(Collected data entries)
=== Begin Enclosure ===
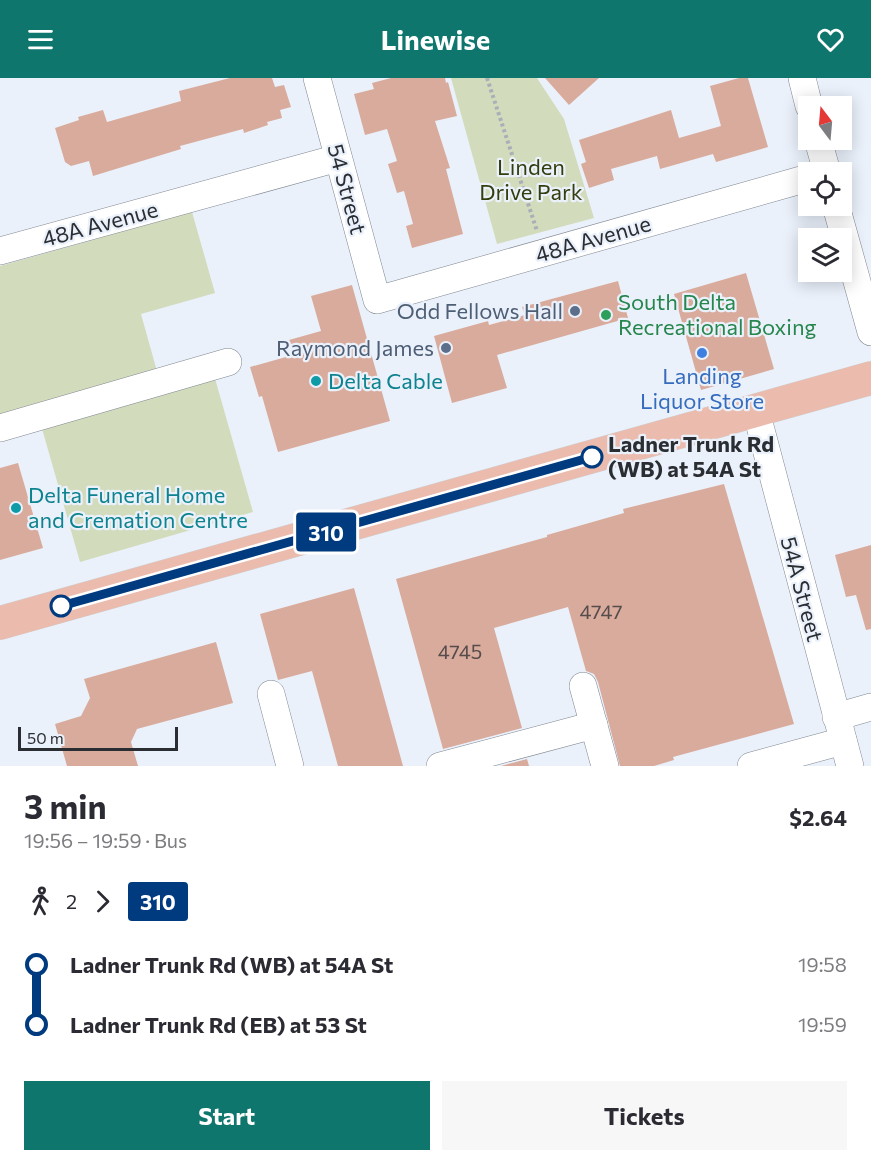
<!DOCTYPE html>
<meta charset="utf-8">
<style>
:root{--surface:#fff;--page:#f7f7f7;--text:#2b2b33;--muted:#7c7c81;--accent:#0f766e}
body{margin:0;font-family:Commissioner,sans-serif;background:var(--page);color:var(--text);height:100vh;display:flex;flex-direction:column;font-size:22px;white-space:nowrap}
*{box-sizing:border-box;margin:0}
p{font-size:20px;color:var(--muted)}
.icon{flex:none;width:33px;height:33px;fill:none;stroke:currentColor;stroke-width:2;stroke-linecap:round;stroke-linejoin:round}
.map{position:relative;height:688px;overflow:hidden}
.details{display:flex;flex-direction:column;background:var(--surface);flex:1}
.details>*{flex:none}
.badge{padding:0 12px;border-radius:4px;font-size:21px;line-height:39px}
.needle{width:39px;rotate:344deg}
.controls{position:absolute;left:798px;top:18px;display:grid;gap:12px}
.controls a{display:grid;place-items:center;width:54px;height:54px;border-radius:0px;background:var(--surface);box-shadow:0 3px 15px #0003;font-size:30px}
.scale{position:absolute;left:18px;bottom:15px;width:160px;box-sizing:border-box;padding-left:6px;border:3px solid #2a2d31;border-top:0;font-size:16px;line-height:21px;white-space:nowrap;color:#2a2d31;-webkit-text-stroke:4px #eaf1fb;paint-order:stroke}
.map>.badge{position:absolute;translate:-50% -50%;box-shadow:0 0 0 3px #fff}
.legs{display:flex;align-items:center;gap:9px;height:66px;padding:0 24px;font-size:20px}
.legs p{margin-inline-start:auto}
.overview{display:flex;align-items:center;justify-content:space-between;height:102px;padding:0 24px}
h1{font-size:33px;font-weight:700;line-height:45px}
.cta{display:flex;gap:12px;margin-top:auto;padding:12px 24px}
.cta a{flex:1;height:69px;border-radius:0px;background:var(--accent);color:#fff;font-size:24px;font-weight:700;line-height:69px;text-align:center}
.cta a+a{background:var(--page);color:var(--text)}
ul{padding:0 24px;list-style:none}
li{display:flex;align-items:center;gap:21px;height:60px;font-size:22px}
li i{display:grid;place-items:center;width:9px;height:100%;margin:0 8px;background:currentColor}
li i::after{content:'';width:15px;height:15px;margin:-8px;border:4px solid;border-radius:50%;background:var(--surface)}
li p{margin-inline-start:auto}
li:first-child i{background:linear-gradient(#0000 50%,currentColor 0)}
li:last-child i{background:linear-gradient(currentColor 50%,#0000 0)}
header{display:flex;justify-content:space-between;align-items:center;height:78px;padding:0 24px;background:var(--accent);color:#fff;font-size:27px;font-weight:700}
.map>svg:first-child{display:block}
.green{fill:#d2dbbb}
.building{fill:#d9ab9c}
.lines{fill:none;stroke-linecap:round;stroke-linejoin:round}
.minor-casing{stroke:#818791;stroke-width:28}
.major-casing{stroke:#d0d1d2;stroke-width:34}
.path{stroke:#a9afb7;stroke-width:4;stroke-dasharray:3 3;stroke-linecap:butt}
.minor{stroke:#fff;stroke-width:27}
.major{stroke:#ebbbad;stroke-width:33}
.line-1-casing{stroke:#fff;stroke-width:14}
.line-1{stroke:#003b80;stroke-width:9}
.service-dot{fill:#5c6f8a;stroke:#eaf1fb;stroke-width:2}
.leisure-dot{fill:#2e9e5b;stroke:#eaf1fb;stroke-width:2}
.shop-dot{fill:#3f7fe0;stroke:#eaf1fb;stroke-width:2}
.culture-dot{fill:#0f9aa8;stroke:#eaf1fb;stroke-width:2}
.stop-1-dot{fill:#fff;stroke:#003b80;stroke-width:3}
.labels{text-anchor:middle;stroke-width:4.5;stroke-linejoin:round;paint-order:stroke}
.number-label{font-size:20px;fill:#564c4c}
.park-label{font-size:22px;fill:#343d0d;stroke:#eaf1fb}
.street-label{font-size:22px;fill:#2a2d31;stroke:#eaf1fb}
.leisure-label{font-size:22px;fill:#27864d;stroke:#eaf1fb;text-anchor:start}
.service-label{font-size:22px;fill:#4e5e75;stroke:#eaf1fb;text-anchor:end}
.shop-label{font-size:22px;fill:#366cbe;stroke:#eaf1fb}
.culture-label{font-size:22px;fill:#0d838f;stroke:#eaf1fb;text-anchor:start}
.stop-label{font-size:22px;font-weight:bold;fill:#2a2d31;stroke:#eaf1fb;text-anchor:start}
</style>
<header><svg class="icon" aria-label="menu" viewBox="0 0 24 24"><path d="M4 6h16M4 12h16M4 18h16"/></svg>Linewise<svg class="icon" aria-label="heart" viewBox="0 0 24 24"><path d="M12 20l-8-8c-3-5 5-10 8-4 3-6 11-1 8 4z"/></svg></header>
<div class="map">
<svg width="871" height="688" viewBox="0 0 871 688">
<rect width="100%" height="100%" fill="#eaf1fb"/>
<!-- green -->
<g class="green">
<path d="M 451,0 L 537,0 L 564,41 L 594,140 L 497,166 Z"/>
<path d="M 192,134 L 215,215 L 141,236 L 158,297 L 0,342 L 0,188 Z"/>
<path d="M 214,297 L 253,434 L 80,484 L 41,347 Z"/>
</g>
<!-- building -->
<g class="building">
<path d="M 230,0 L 272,0 L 275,9 L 284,7 L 291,29 L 280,32 L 282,40 L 267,44 L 268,47 L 244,55 L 243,51 L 180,68 L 181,71 L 93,98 L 89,83 L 71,88 L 65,84 L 55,50 L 79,42 L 78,39 L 103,32 L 107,44 L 181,23 L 179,13 Z"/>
<path d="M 391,0 L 445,0 L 446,5 L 448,4 L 457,38 L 435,43 L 450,90 L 446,91 L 463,156 L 412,170 L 406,148 L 413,146 L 404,113 L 397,115 L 388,86 L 397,83 L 387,51 L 365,57 L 354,16 L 374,11 L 372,5 Z"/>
<path d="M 545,0 L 599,0 L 569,27 Z"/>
<path d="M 739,0 L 748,0 L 768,69 L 716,84 L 713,76 L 660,91 L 657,78 L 611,91 L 614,102 L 589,110 L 581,86 L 586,84 L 579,62 L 671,32 L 679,60 L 721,48 L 710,8 Z"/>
<path d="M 746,195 L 774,291 L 701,312 L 674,216 Z"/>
<path d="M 618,203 L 628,240 L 497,277 L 507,310 L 452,325 L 434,258 L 488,243 L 489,247 L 525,237 L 522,229 Z"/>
<path d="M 352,207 L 390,343 L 278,374 L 262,318 L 259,319 L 250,289 L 293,277 L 289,262 L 321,253 L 311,218 Z"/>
<path d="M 18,385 L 43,470 L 0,482 L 0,390 Z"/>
<path d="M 724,406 L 794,646 L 673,679 L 674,682 L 654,688 L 620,688 L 598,604 L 594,596 L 586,593 L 568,529 L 494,550 L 522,650 L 443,671 L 396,501 L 547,459 L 547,457 L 624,435 L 623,431 Z"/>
<path d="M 871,467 L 871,551 L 866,552 L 856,517 L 846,519 L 835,477 Z"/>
<path d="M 354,510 L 403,688 L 338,688 L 312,593 L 278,602 L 260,536 Z"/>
<path d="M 216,564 L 233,625 L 137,651 L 131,664 L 138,688 L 67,688 L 55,646 L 81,638 L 90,620 L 84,601 Z"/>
<path d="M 527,681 L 529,688 L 501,688 Z"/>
</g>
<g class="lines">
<!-- minor casing -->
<g class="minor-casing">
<g id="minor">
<path d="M 317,0 L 377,222 L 808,100"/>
<path d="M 802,0 L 809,28"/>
<path d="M 818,62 L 827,94"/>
<path d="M 836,128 L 871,254"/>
<path d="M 0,173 L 338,80"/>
<path d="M 756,333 L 850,688"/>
<path d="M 0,350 L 228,284"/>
<path d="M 583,608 L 605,688"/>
<path d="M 271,616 L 290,688"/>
<path d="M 836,639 L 871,629"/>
<path d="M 440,688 L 594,647"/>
<path d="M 751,688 L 843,663"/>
</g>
</g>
<!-- major casing -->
<g class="major-casing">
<path id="major" d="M 0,545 L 871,300"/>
</g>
<!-- path -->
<path class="path" d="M 487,0 L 537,153"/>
<!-- minor -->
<use href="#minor" class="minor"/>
<!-- major -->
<use href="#major" class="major"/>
</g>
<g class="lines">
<!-- line-1 casing -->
<g class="line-1-casing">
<path id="line-1" d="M 61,528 L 592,379"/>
</g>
<!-- line-1 -->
<use href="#line-1" class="line-1"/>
</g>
<!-- markers -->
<g class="service-dot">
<circle cx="575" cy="233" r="6"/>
<circle cx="446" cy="270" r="6"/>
</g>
<circle class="leisure-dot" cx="606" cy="237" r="6"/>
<circle class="shop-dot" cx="702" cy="275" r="6"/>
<g class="culture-dot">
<circle cx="316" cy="303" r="6"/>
<circle cx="16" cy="430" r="6"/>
</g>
<g class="stop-1-dot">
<circle cx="592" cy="379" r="10"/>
<circle cx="61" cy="528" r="10"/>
</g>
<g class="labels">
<!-- number labels -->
<g class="number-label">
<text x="601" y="541">4747</text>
<text x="460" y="581">4745</text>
</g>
<!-- park labels -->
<g class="park-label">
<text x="531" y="97">Linden<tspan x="531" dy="25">Drive Park</tspan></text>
</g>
<!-- street labels -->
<g class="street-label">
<text transform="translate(347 111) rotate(75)" y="8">54 Street</text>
<text transform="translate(100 146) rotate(-15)" y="8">48A Avenue</text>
<text transform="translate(593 161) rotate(-16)" y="8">48A Avenue</text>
<text transform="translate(802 511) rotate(75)" y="8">54A Street</text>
</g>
<!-- leisure labels -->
<g class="leisure-label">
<text x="618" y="232">South Delta<tspan x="618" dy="25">Recreational Boxing</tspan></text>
</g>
<!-- service labels -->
<g class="service-label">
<text x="563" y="241">Odd Fellows Hall</text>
<text x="434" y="278">Raymond James</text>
</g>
<!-- shop labels -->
<g class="shop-label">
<text x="702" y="306">Landing<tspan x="702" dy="25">Liquor Store</tspan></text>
</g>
<!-- culture labels -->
<g class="culture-label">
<text x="328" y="311">Delta Cable</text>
<text x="28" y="425">Delta Funeral Home<tspan x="28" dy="25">and Cremation Centre</tspan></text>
</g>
<!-- stop labels -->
<g class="stop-label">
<text x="608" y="374">Ladner Trunk Rd<tspan x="608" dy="25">(WB) at 54A St</tspan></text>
</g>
</g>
</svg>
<div class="controls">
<a><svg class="needle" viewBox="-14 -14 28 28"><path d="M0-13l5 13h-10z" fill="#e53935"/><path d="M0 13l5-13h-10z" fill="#7c7c81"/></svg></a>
<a><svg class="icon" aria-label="locate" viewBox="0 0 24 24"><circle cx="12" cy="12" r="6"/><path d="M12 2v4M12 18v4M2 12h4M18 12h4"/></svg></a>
<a><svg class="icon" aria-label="layers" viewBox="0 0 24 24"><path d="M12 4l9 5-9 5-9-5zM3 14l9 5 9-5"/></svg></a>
</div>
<div class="scale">50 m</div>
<b class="badge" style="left:326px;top:454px;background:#003b80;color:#fff">310</b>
</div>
<section class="details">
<div class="overview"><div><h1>3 min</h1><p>19:56 – 19:59 · Bus</p></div><b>$2.64</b></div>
<div class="legs"><svg class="icon" aria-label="walk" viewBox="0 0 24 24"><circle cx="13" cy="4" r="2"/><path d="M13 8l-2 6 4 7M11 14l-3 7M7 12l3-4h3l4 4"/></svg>2<svg class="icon" aria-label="forward" viewBox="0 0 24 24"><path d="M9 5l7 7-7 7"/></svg><b class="badge" style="background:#003b80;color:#fff">310</b></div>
<ul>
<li><i style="color:#003b80"></i><b>Ladner Trunk Rd (WB) at 54A St</b><p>19:58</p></li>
<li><i style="color:#003b80"></i><b>Ladner Trunk Rd (EB) at 53 St</b><p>19:59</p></li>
</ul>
<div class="cta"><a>Start</a><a>Tickets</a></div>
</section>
=== End Enclosure ===
▶ Task prompt
Work out how many lines in the records include "controls". Only the number should be given.

▶ Task answer
3